[[ Data excerpts, beginning ]]

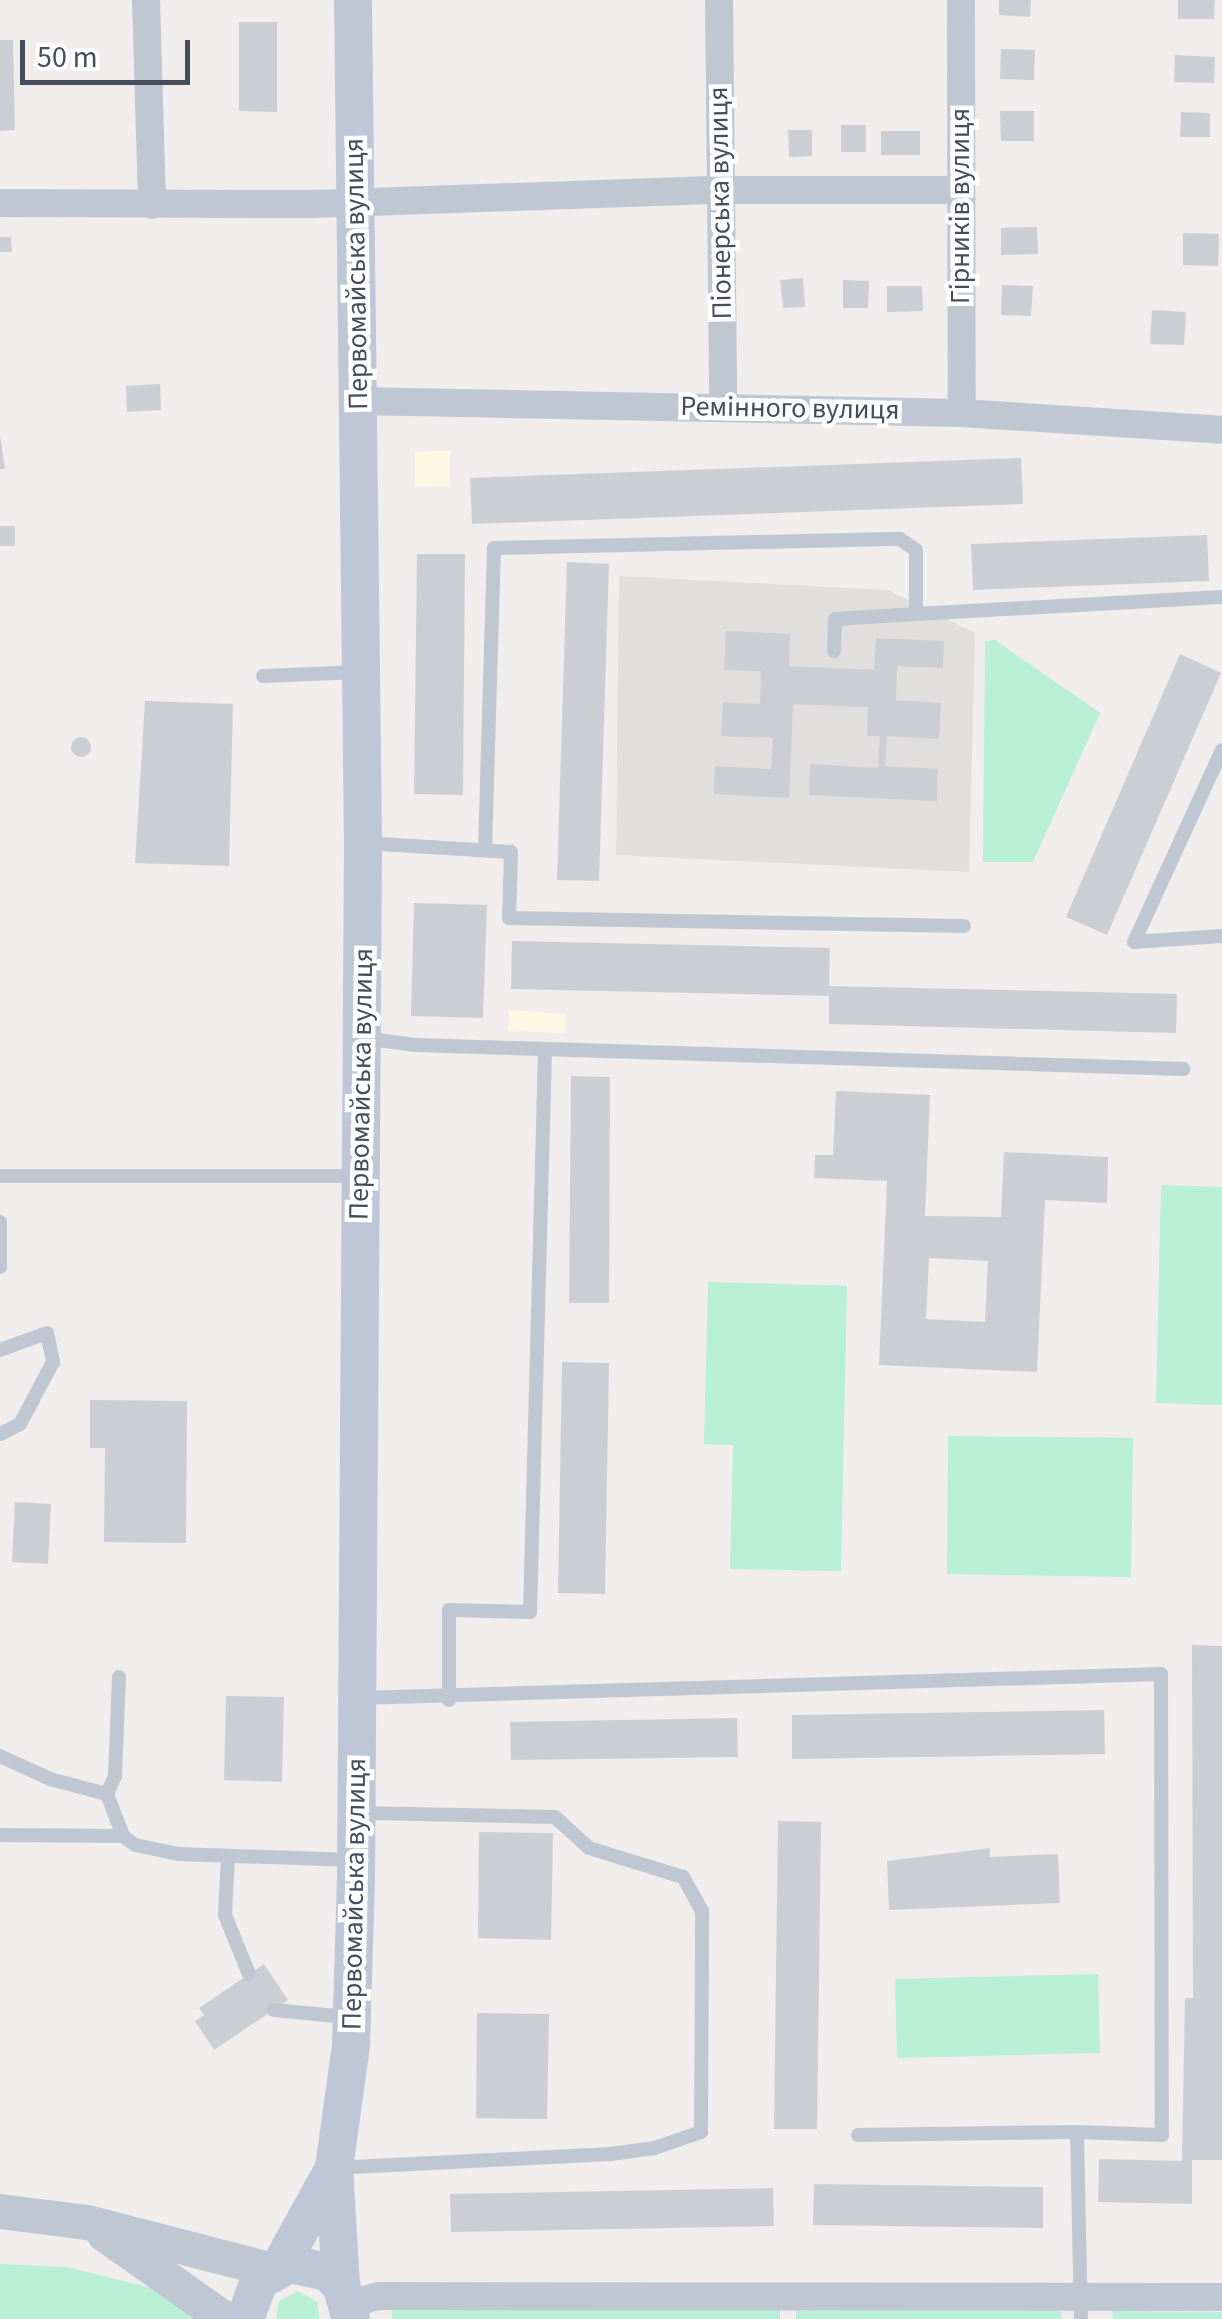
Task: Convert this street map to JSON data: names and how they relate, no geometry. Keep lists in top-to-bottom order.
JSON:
{
  "streets": {
    "main road": ["Первомайська вулиця"],
    "street": ["Піонерська вулиця", "Гірників вулиця", "Ремінного вулиця"]
  },
  "crossings": [
    ["Піонерська вулиця", "Ремінного вулиця"],
    ["Гірників вулиця", "Ремінного вулиця"],
    ["Первомайська вулиця", "Ремінного вулиця"]
  ],
  "scale_bar": "50 m"
}
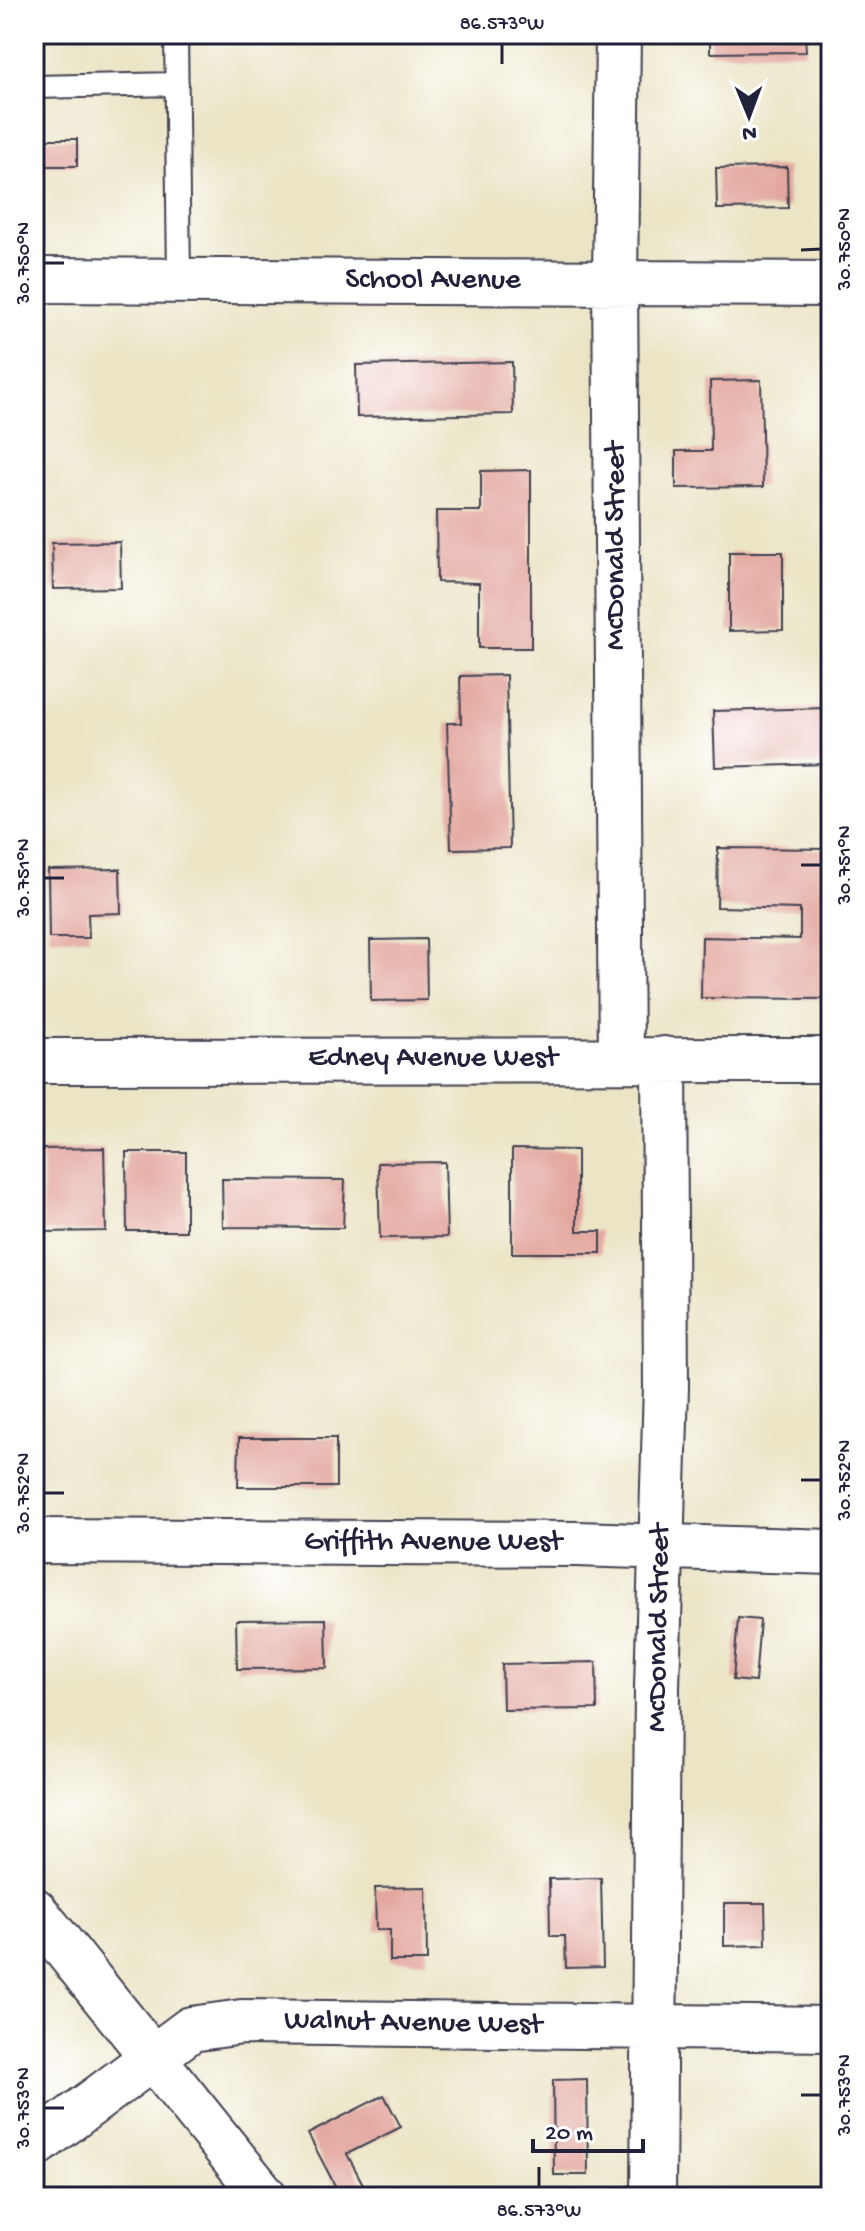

[[ Data excerpts, end ]]

Task brief>
Only the pictures are to be left out; restate everything else in the listing word for word.

Worked solution>
Task: Convert this street map to JSON data: names and how they relate, no geometry. Keep lists in top-to-bottom order.
JSON:
{
  "streets": {
    "main road": ["Первомайська вулиця"],
    "street": ["Піонерська вулиця", "Гірників вулиця", "Ремінного вулиця"]
  },
  "crossings": [
    ["Піонерська вулиця", "Ремінного вулиця"],
    ["Гірників вулиця", "Ремінного вулиця"],
    ["Первомайська вулиця", "Ремінного вулиця"]
  ],
  "scale_bar": "50 m"
}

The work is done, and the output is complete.